While many people were relaxing and celebrating over the Christmas and New Year's period, various Members of the EBU Loudness Group 'P/LOUD' spent their colleagues' and own time performing subjective evaluations of loudness gating methods. The resulting data were presented last week, at the sixth P/LOUD meeting in Vienna.
 

Adding a gate to the ITU BS.1770 metering specification is meant to leave out the quiet parts of a programme that would otherwise lead to too low a measurement. At the P/LOUD meeting Japanes broadcaster NHK confirmed with new test results that it is necessary to take into account the effect of the gating function on the measured loudness when determining the reference loudness level.
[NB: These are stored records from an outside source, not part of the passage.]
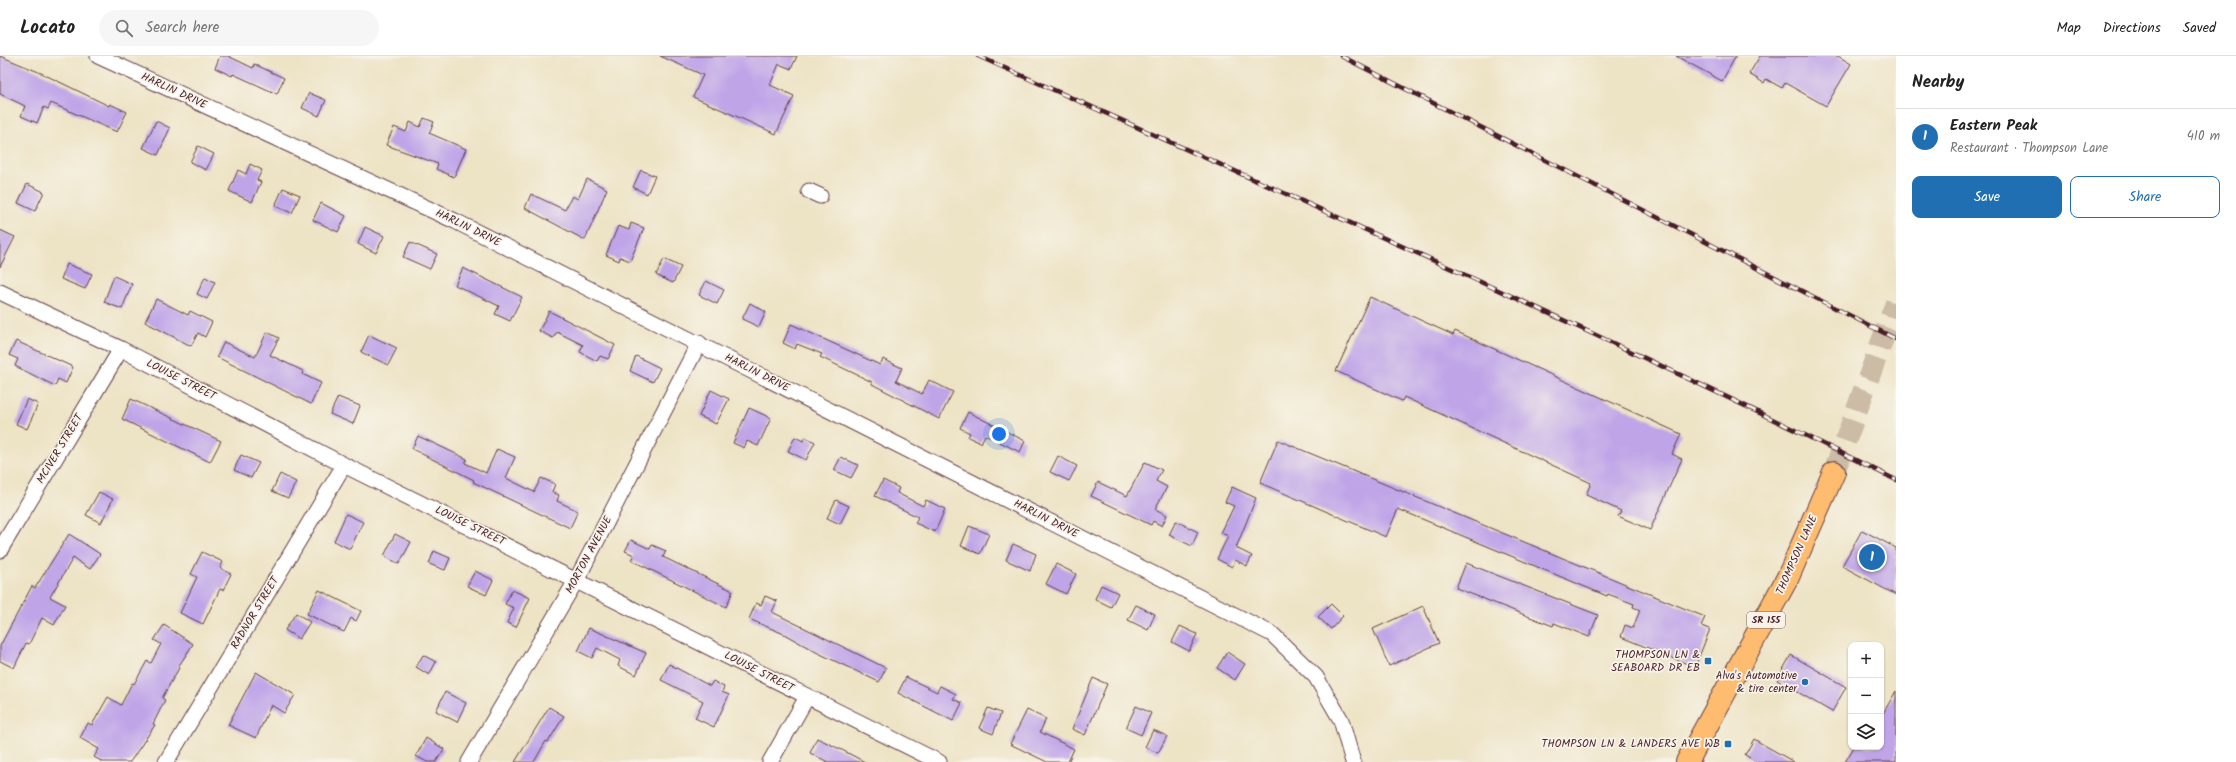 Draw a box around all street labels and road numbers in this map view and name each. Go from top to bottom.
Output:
street label: HARLIN DRIVE [138,68,210,114]
street label: HARLIN DRIVE [432,204,504,252]
street label: HARLIN DRIVE [721,349,793,397]
street label: LOUISE STREET [143,355,220,406]
street label: MCIVER STREET [32,410,89,487]
street label: HARLIN DRIVE [1010,495,1082,543]
street label: LOUISE STREET [432,501,509,551]
street label: MORTON AVENUE [561,512,617,597]
street label: THOMPSON LANE [1771,512,1823,598]
street label: RADNOR STREET [226,572,284,653]
road number: SR 155 [1747,612,1785,628]
street label: LOUISE STREET [721,647,798,698] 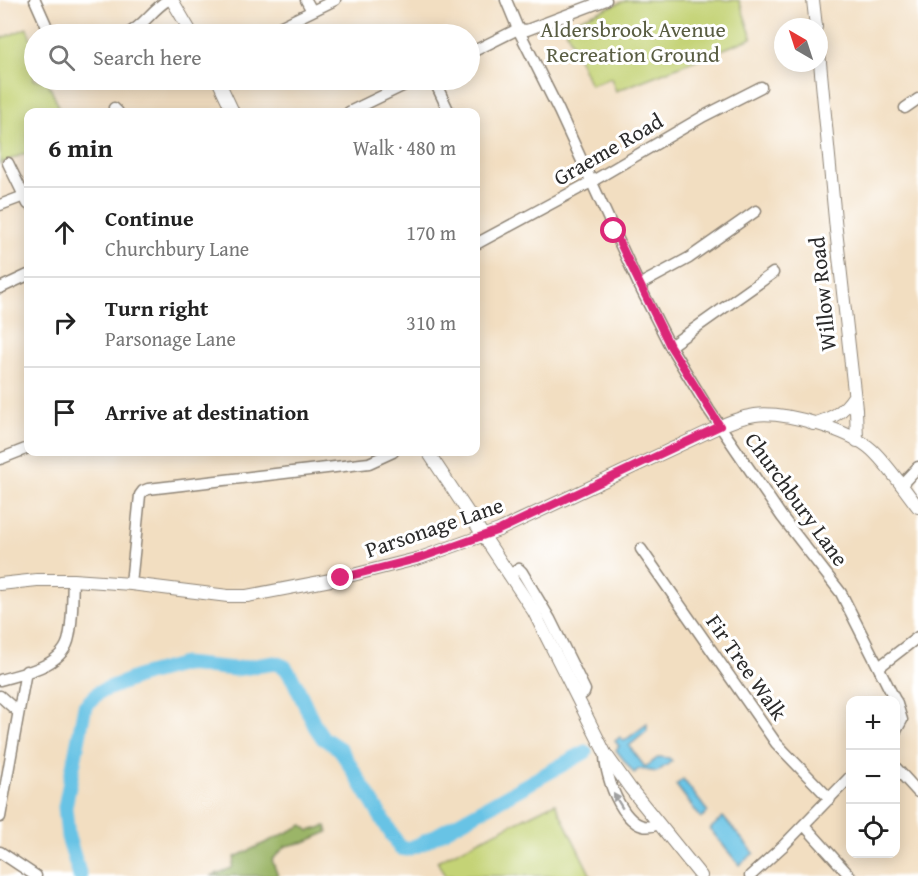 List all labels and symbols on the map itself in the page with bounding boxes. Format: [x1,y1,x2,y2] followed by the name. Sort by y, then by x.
[540,13,726,70] park label: Aldersbrook Avenue Recreation Ground
[774,18,828,72] north arrow
[547,105,669,193] street label: Graeme Road
[600,217,626,243] route start
[800,235,844,353] street label: Willow Road
[737,425,857,573] street label: Churchbury Lane
[361,488,507,566] street label: Parsonage Lane
[327,564,353,590] route end
[699,607,796,727] street label: Fir Tree Walk
[613,793,624,810] one-way arrow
As a rough guideline the EBU Group had already been considering relative gating to increase the loudness measurement by typically 1 Loudness Unit (LU). This was confirmed in NHK's tests. Another question was if adding a gate which is relative to the loudness level significantly improves the loudness measurement compared to the use of an absolute or iterative gate. The P/LOUD Groups' subjective tests indicate this is indeed the case for higher gating thresholds. The Group will now look at what gating level to specify.

   
Richard van Everdingen (DBLC), presenting the results of the P/LOUD subgroup on distribution.

 

Manufacturers support 'EBU mode'

 

Other good news came from the meter manufacturers in the group which held a dedicated subgroup meeting to discuss common requirements for loudness meters. The main result of that work (besides a detailed list of important meter specifications) was the commitment of the manufacturers to support a so called 'EBU mode' in their products. This means audio engineers can be confident that when they switch their meter to EBU mode, they will be measuring the same way as any colleague with another EBU-mode-enabled meter. There will of course be enough freedom left for the industry to compete on other features, such as on how to display the measurements.

 

The coming weeks P/LOUD will focus on creating Practical Guidelines, taking into account the mixing experiences of several P/LOUD Members who are already mixing to the draft specification. Such as Germany's NDR, which has shifted to loudness metering and normalisation with much success. Others plan to follow later this year, when the complete specs are ready. The next P/LOUD meeting (mid March) may become the last one. In which case a thorny topic has been addressed in record time. But let's not shout too loud about that yet ....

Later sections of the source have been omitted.